======== DATA SHOWN ========
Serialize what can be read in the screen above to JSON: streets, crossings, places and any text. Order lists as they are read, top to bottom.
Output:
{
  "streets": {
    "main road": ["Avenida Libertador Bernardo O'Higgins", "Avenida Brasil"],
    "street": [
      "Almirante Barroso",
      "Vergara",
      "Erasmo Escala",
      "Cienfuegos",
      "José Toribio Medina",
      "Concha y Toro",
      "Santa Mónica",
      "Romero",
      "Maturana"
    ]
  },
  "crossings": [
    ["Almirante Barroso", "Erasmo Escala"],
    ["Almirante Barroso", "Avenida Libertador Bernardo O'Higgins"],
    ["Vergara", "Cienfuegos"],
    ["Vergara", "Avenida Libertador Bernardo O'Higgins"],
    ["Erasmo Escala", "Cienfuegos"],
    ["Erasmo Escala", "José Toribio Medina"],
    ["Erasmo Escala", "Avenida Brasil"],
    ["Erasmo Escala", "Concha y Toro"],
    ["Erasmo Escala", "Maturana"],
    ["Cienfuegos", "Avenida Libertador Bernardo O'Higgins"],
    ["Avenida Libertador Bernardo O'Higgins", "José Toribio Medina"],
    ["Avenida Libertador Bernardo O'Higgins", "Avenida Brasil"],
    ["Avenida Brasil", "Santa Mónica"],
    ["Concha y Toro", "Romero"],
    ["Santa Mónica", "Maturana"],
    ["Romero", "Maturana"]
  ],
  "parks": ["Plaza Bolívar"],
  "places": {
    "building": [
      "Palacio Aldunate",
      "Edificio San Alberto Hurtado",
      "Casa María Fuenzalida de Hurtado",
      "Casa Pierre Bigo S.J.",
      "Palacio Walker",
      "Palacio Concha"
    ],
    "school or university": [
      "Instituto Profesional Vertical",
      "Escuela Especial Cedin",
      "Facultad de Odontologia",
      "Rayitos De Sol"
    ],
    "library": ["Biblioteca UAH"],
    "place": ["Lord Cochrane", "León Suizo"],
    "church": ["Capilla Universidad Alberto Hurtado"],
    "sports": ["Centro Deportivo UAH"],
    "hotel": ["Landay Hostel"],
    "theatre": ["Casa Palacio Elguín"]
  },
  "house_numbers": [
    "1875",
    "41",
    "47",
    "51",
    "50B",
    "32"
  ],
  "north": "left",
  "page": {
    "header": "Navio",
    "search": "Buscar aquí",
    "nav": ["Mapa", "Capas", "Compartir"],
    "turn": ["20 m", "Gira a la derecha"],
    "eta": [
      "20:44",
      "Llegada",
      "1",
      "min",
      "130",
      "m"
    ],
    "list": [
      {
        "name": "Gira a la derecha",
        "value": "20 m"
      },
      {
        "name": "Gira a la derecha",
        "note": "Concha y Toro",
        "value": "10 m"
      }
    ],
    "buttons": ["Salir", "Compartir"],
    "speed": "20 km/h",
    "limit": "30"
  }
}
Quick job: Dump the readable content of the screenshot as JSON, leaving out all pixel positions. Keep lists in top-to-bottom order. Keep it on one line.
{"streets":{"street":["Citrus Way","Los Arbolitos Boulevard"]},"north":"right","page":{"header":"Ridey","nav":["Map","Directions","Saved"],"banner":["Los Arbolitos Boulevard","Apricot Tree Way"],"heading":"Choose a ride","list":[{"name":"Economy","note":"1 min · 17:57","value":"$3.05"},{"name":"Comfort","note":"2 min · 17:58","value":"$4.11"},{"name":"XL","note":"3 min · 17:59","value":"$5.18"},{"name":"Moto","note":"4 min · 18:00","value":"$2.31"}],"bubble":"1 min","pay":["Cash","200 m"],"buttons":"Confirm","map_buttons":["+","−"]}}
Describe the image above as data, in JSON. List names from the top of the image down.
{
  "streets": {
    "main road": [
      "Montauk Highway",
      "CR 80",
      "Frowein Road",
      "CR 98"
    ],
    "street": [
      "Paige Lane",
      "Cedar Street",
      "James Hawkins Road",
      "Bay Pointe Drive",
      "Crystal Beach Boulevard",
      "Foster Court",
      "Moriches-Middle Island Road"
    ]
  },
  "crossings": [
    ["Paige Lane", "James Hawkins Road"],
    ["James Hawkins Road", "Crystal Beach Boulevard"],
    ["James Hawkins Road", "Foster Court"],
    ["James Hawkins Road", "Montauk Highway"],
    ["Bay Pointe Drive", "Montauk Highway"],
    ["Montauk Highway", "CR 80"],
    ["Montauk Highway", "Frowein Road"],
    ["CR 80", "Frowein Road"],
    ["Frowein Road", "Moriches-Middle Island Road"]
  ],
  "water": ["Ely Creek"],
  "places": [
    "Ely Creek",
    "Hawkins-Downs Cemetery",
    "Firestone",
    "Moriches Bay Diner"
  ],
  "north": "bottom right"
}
========
Within the data above, tally every line that has "Pointe" in it. Answer with the number only.

2